TASK DIRECTIONS –
Return the number of lines below with "weight" in them, and nothing else.

Data items

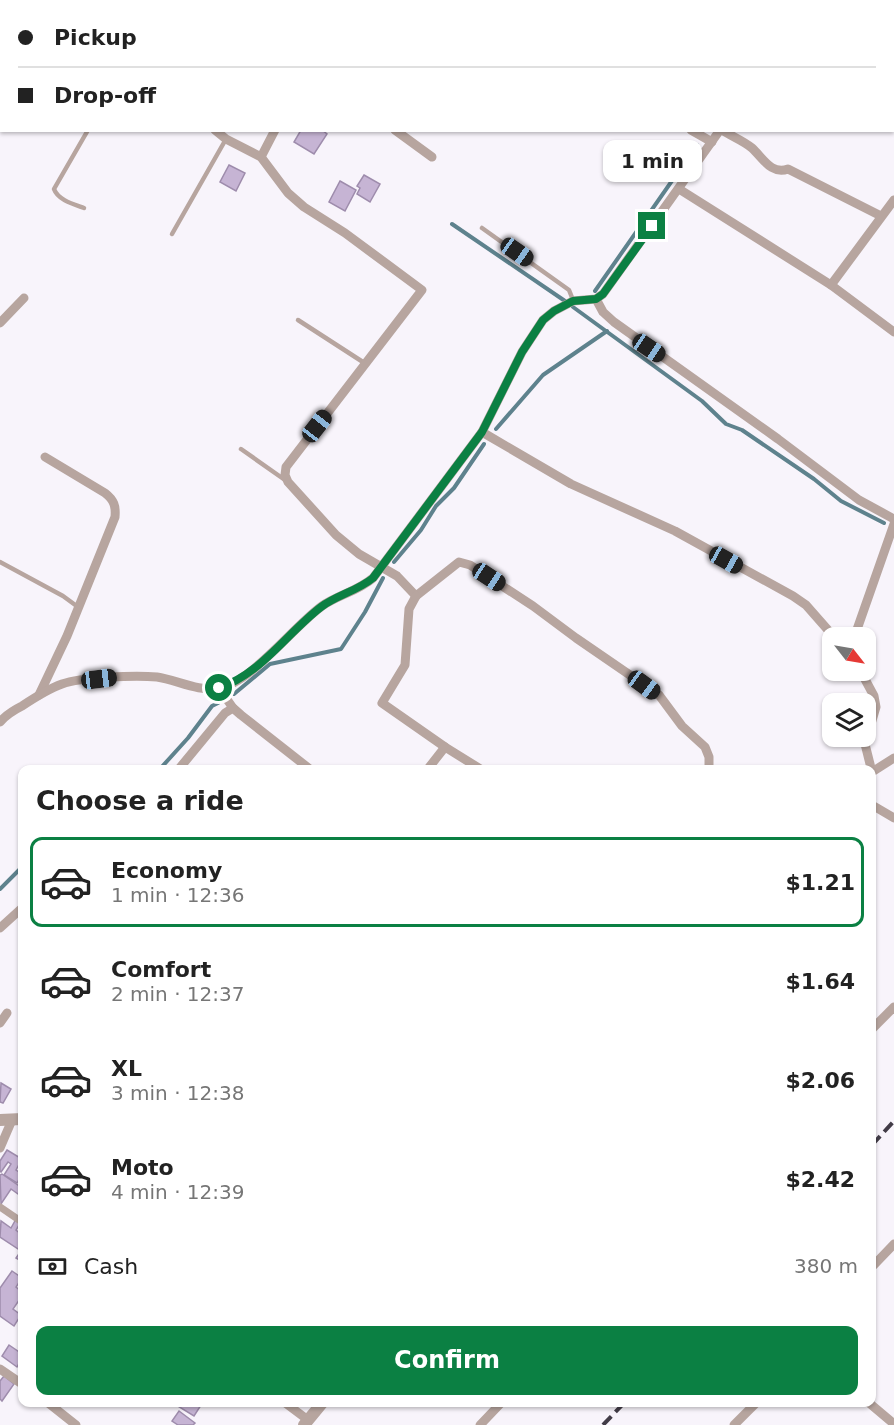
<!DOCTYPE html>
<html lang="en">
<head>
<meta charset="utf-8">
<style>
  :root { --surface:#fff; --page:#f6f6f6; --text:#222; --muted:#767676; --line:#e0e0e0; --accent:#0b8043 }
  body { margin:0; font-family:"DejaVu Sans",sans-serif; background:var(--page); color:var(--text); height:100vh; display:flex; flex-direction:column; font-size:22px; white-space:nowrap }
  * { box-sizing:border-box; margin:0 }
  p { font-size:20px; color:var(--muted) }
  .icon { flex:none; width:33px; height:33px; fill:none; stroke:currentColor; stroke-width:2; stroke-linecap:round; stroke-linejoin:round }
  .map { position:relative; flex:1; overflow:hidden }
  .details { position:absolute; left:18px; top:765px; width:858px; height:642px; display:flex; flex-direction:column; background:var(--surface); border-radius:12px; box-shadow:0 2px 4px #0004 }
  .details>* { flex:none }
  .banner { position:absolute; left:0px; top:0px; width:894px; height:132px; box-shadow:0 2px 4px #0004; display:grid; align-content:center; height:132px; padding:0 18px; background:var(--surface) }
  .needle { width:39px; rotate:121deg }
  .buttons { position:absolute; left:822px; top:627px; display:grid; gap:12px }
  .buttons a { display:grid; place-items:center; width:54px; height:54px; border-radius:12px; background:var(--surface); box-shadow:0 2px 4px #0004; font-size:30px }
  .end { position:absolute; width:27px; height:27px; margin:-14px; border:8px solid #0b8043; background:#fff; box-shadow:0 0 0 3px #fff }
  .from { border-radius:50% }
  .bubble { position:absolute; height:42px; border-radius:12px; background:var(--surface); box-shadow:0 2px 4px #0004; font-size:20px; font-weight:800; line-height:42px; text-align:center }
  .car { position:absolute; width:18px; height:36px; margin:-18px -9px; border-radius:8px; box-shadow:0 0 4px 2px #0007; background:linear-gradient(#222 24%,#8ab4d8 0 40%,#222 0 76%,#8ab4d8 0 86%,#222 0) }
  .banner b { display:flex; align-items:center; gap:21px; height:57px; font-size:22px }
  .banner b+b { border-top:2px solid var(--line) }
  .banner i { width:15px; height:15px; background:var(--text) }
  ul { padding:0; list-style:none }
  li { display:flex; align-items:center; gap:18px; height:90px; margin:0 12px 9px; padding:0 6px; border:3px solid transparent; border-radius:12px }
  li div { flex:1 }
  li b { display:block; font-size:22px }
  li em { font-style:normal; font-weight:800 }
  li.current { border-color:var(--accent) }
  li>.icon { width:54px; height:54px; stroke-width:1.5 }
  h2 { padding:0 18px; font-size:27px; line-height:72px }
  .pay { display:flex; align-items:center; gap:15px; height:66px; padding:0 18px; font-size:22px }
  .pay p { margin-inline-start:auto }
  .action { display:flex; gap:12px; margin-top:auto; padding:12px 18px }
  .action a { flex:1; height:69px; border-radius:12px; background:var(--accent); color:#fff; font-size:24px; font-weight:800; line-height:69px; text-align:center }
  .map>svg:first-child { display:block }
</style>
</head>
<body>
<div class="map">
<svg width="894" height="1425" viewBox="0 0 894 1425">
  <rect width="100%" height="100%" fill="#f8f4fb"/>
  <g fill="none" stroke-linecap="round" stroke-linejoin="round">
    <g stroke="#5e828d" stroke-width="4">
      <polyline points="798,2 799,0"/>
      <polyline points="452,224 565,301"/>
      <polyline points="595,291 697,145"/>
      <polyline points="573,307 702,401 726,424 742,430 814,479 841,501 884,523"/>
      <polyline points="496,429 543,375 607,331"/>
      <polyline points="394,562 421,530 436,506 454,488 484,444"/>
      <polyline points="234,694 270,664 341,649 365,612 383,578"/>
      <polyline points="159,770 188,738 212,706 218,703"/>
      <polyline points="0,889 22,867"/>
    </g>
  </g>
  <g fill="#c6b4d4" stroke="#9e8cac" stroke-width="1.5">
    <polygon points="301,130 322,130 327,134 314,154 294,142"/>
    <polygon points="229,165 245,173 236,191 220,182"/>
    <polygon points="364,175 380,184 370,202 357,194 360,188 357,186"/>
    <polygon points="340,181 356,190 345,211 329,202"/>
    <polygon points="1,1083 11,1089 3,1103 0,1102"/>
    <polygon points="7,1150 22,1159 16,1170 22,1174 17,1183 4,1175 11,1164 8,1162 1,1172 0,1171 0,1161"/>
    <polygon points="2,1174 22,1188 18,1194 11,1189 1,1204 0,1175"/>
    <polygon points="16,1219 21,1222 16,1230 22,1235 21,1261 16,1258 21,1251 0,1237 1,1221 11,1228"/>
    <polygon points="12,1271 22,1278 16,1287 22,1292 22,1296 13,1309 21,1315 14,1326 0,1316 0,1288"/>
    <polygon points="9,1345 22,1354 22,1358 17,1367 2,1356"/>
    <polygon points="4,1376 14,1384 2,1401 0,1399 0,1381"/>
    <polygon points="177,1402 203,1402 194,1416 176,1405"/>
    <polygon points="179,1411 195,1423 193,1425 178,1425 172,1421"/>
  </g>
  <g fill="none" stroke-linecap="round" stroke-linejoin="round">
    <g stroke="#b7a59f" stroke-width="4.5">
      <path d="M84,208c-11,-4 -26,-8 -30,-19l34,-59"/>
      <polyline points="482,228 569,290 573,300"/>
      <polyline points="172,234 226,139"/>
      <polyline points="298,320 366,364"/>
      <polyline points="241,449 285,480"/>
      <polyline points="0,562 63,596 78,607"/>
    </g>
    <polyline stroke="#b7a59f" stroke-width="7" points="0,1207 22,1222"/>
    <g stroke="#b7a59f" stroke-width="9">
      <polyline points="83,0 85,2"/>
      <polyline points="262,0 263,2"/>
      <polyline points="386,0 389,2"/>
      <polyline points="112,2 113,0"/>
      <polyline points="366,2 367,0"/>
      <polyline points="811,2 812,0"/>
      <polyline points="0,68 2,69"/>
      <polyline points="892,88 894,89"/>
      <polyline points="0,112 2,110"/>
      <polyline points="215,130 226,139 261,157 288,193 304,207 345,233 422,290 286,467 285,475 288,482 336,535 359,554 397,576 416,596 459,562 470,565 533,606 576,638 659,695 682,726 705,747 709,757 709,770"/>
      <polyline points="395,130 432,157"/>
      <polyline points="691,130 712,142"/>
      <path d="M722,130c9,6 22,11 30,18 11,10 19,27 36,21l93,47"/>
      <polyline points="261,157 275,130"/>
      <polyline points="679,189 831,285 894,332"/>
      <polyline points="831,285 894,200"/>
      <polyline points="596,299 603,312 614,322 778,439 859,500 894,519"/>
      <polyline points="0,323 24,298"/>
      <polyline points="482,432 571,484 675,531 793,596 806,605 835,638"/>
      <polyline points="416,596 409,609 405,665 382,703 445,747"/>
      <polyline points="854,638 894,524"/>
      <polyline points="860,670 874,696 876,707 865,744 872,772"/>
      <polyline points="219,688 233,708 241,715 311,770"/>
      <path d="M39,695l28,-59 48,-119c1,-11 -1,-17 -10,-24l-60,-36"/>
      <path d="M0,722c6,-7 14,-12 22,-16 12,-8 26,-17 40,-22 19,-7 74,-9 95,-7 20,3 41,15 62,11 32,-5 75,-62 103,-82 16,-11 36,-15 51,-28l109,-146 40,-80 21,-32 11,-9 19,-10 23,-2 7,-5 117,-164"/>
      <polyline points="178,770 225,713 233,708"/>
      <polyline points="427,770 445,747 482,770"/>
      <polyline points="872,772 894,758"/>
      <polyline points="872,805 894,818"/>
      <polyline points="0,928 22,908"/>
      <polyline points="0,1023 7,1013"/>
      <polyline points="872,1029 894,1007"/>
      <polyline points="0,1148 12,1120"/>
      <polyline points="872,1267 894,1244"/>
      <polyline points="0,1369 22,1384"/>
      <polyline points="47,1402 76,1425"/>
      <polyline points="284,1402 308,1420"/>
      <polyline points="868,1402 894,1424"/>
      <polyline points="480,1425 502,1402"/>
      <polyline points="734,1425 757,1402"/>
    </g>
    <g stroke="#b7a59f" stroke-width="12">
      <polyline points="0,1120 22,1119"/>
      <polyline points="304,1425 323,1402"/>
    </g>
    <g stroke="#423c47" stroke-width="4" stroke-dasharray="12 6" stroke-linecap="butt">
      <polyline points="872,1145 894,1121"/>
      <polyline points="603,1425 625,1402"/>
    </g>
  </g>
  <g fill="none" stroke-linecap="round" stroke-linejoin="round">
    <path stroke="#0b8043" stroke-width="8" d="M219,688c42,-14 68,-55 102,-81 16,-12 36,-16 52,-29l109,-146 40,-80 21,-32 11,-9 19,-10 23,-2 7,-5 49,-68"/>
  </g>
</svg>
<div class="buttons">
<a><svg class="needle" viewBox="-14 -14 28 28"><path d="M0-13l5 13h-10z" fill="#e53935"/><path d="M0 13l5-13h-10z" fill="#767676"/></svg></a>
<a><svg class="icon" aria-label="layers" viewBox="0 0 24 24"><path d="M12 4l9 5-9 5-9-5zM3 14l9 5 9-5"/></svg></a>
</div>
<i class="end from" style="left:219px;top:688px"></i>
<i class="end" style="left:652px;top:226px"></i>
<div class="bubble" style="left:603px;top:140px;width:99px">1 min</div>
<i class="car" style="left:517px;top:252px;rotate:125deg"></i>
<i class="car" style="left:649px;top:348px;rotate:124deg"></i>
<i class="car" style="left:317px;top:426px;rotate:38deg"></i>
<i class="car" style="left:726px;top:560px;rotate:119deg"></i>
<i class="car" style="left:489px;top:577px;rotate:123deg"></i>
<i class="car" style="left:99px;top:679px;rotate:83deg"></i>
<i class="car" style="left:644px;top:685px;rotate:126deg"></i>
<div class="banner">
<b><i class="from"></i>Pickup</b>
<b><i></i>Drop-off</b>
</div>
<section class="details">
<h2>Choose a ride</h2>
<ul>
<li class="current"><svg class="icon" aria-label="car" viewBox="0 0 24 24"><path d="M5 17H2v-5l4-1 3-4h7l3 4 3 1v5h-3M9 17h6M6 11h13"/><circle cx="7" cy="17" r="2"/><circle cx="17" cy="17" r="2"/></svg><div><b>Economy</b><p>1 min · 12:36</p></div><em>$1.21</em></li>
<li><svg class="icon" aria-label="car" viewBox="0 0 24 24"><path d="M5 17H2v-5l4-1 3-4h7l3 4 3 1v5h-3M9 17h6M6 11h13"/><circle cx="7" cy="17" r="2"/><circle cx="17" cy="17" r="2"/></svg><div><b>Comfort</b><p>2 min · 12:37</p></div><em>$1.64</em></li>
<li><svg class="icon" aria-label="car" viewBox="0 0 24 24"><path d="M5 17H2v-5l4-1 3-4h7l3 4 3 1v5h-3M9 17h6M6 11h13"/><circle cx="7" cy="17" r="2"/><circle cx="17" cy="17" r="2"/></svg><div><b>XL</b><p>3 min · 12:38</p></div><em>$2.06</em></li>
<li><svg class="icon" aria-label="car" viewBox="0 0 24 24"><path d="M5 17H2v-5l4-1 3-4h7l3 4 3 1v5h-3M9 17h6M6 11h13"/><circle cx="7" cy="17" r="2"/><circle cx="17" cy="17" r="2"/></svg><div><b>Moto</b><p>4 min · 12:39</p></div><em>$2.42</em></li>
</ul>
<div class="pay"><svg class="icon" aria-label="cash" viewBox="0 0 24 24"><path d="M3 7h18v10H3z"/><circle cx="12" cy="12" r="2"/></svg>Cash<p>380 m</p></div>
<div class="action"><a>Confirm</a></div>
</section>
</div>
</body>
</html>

ANSWER SPACE –
3